US Geological Survey

Cover image from WRIR00-4022 (click for enlargement, 55 KB) U.S. GEOLOGICAL SURVEY

Water-Resources Investigations Report 99-4271

PESTICIDE RESIDUES IN HEMLOCK AND CANADICE LAKES AND THEIR TRIBUTARIES IN WESTERN NEW YORK, 1997-98

By David Eckhardt and Sarah Burke

ABSTRACT

In 1997, the U.S.Geological Survey (USGS) and the City of Rochester began a cooperative program to study the presence of pesticides (herbicides and insecticides) that occur at trace levels in Hemlock and Canadice Lakes and their tributaries. The most frequently detected pesticides in streamflow and lake-water samples were herbicides commonly used in agriculture — atrazine, metolachlor, and simazine. None of the concentrations of these compounds in the samples exceeded Federal or State water-quality standards. Differences in the concentrations among stream samples can be attributed to land use and streamflow, and the timing of rainfall in relation to herbicide application.

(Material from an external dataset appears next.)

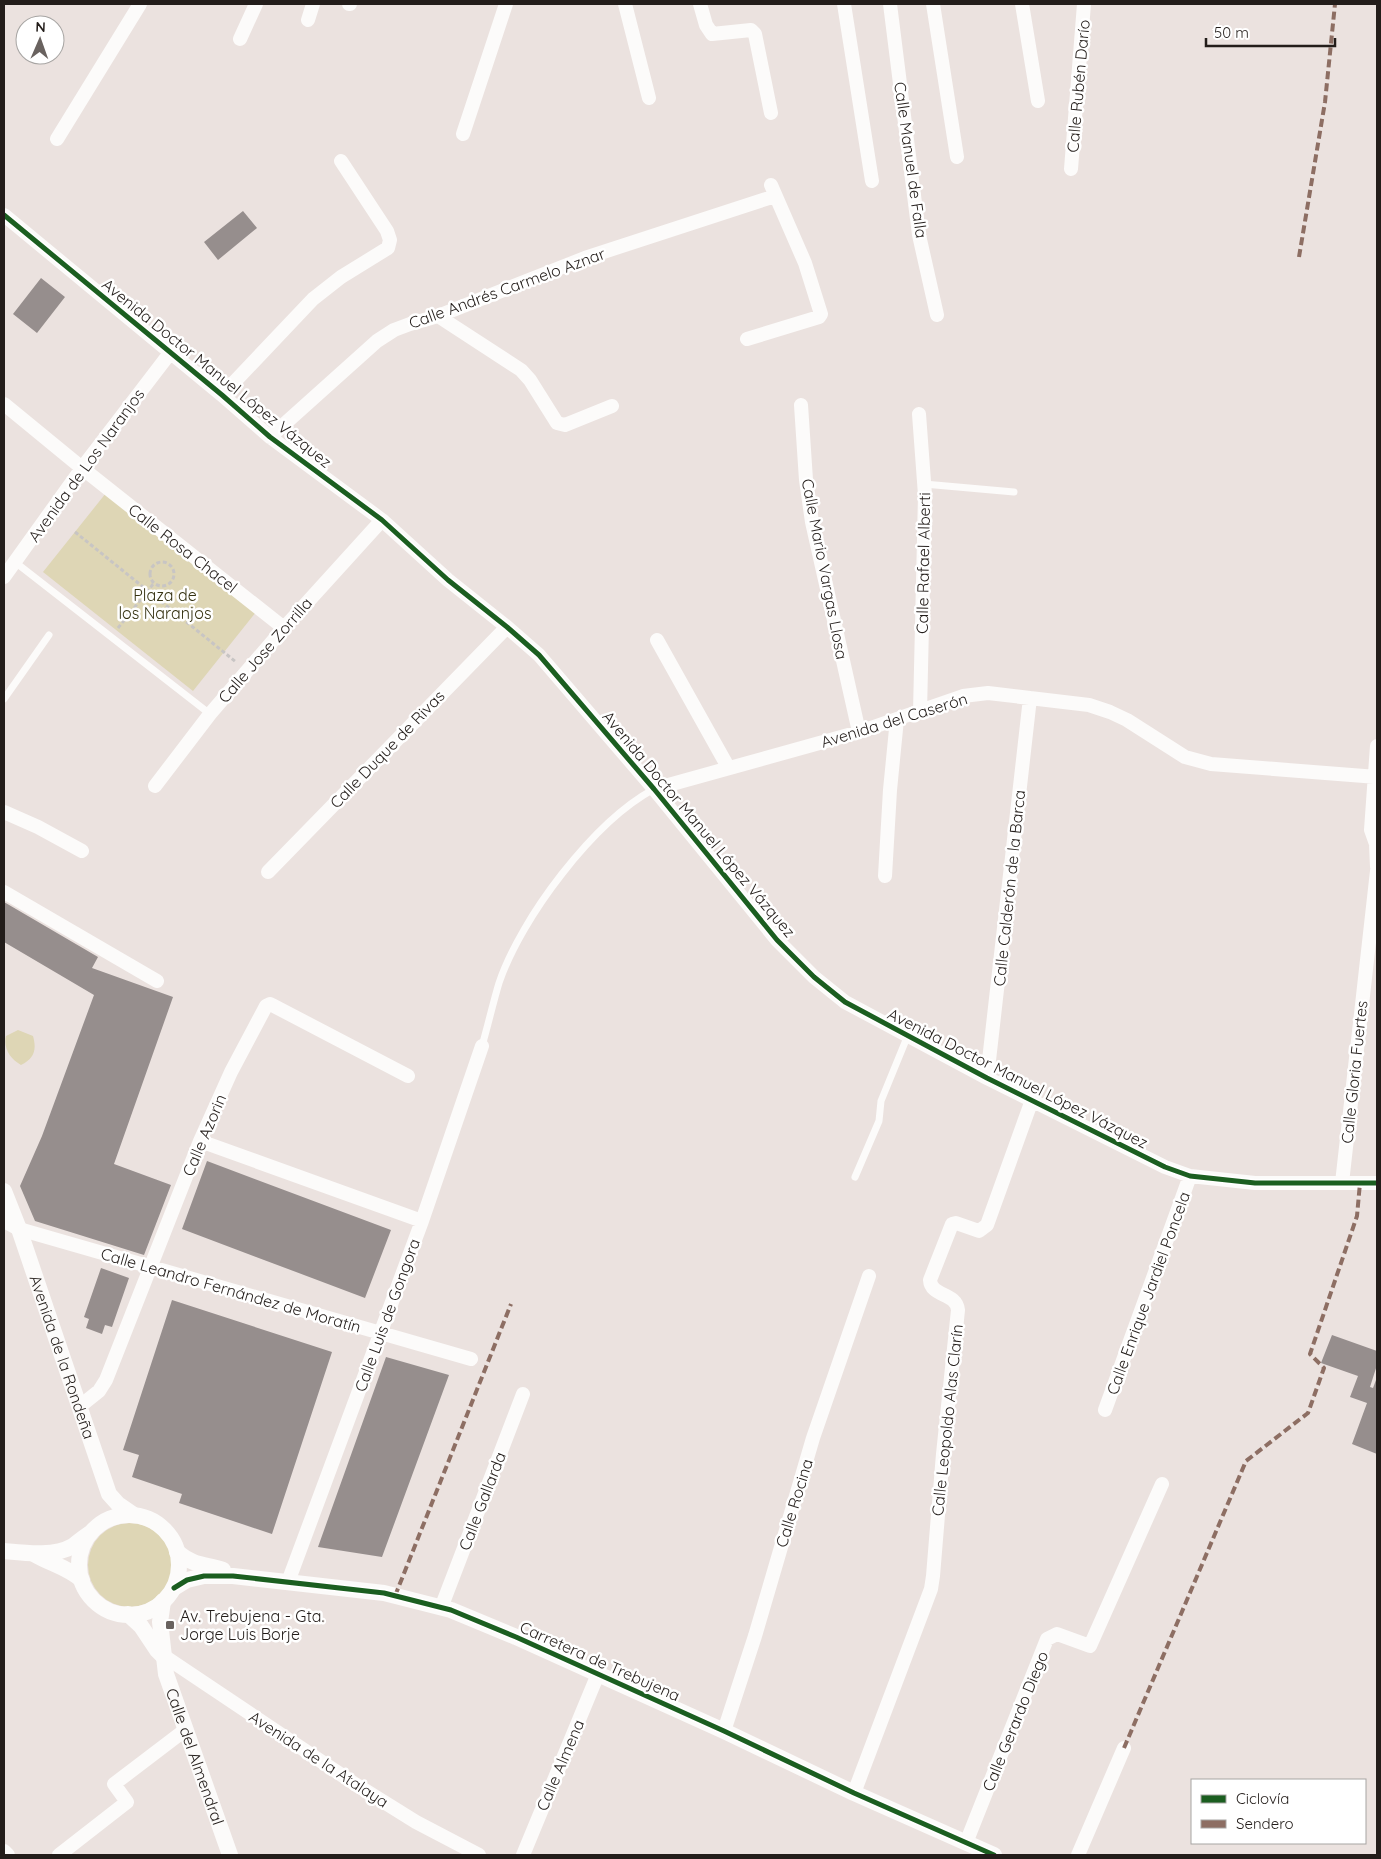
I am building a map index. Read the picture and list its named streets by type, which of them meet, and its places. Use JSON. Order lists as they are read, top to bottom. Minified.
{"streets":{"street":["Calle Rubén Darío","Calle Manuel de Falla","Calle Andrés Carmelo Aznar","Avenida Doctor Manuel López Vázquez","Avenida de Los Naranjos","Calle Rosa Chacel","Calle Rafael Alberti","Calle Mario Vargas Llosa","Calle Jose Zorrilla","Avenida del Caserón","Calle Duque de Rivas","Calle Calderón de la Barca","Calle Gloria Fuertes","Calle Azorin","Calle Leandro Fernández de Moratín","Calle Enrique Jardiel Poncela","Calle Luis de Gongora","Avenida de la Rondeña","Calle Leopoldo Alas Clarín","Calle Gallarda","Calle Rocina","Carretera de Trebujena","Calle Gerardo Diego","Calle del Almendral","Avenida de la Atalaya","Calle Almena"]},"crossings":[["Calle Andrés Carmelo Aznar","Avenida Doctor Manuel López Vázquez"],["Avenida Doctor Manuel López Vázquez","Avenida de Los Naranjos"],["Avenida Doctor Manuel López Vázquez","Calle Jose Zorrilla"],["Avenida Doctor Manuel López Vázquez","Avenida del Caserón"],["Avenida Doctor Manuel López Vázquez","Calle Duque de Rivas"],["Avenida Doctor Manuel López Vázquez","Calle Calderón de la Barca"],["Avenida Doctor Manuel López Vázquez","Calle Gloria Fuertes"],["Avenida Doctor Manuel López Vázquez","Calle Enrique Jardiel Poncela"],["Avenida Doctor Manuel López Vázquez","Calle Leopoldo Alas Clarín"],["Avenida de Los Naranjos","Calle Rosa Chacel"],["Calle Rosa Chacel","Calle Jose Zorrilla"],["Calle Rafael Alberti","Avenida del Caserón"],["Calle Mario Vargas Llosa","Avenida del Caserón"],["Avenida del Caserón","Calle Calderón de la Barca"],["Avenida del Caserón","Calle Gloria Fuertes"],["Calle Azorin","Calle Leandro Fernández de Moratín"],["Calle Azorin","Avenida de la Rondeña"],["Calle Leandro Fernández de Moratín","Calle Luis de Gongora"],["Calle Leandro Fernández de Moratín","Avenida de la Rondeña"],["Calle Luis de Gongora","Carretera de Trebujena"],["Avenida de la Rondeña","Carretera de Trebujena"],["Avenida de la Rondeña","Calle del Almendral"],["Calle Leopoldo Alas Clarín","Carretera de Trebujena"],["Calle Gallarda","Carretera de Trebujena"],["Calle Rocina","Carretera de Trebujena"],["Carretera de Trebujena","Calle Gerardo Diego"],["Carretera de Trebujena","Calle del Almendral"],["Carretera de Trebujena","Calle Almena"],["Calle del Almendral","Avenida de la Atalaya"]],"parks":["Plaza de los Naranjos"],"places":{"transit":["Av. Trebujena - Gta. Jorge Luis Borje"]},"legend":["Ciclovía","Sendero"],"scale_bar":"50 m","north":"top"}
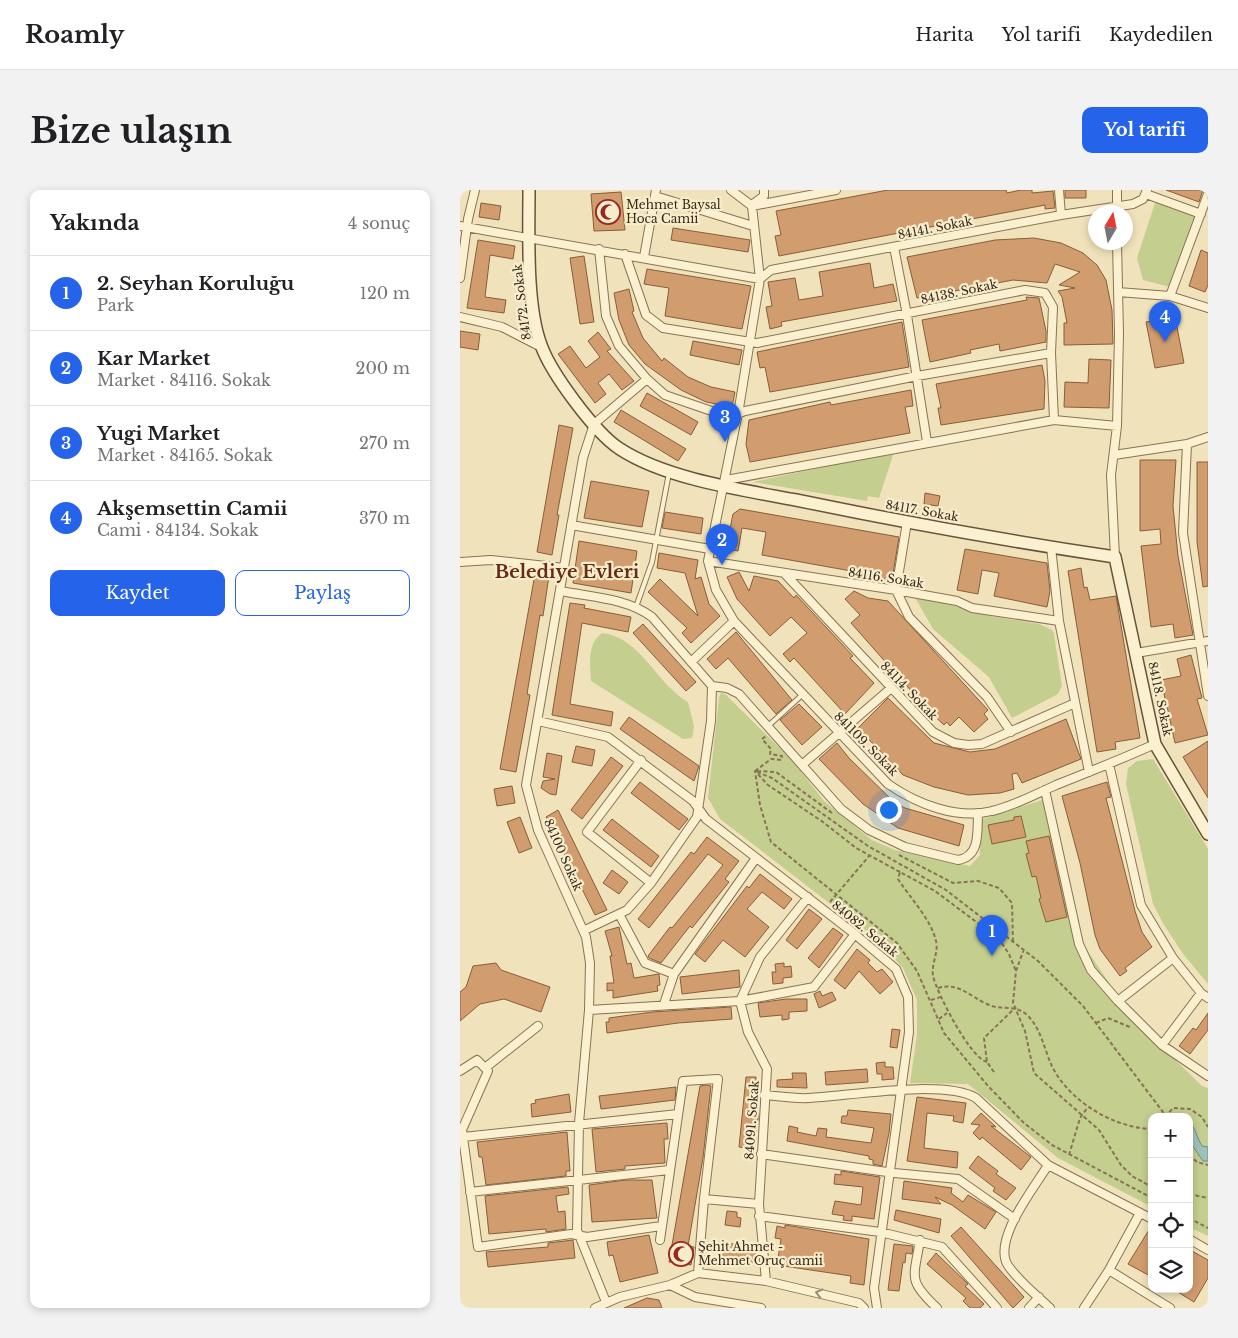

The north (lower) end of Hemlock Lake can receive pesticides in agricultural runoff from northern parts of its watershed and Canadice Creek. These pesticide inputs bypass most of the lake and could periodically affect the water quality periodically affect the water quality at the City of Rochester intake. Pesticide concentrations in samples from the intake during this study, however, were about 100 times less than current Federal and State standards for drinking water.

Residues of DDT, dieldrin, and mirex are present in low concentrations in the bottom sediments of both lakes, but none were detected in water samples. The use of these insecticides was banned in 1972,and their persistence in the lakebed sediments is probably due to erosion of contaminated soils from agricultural lands.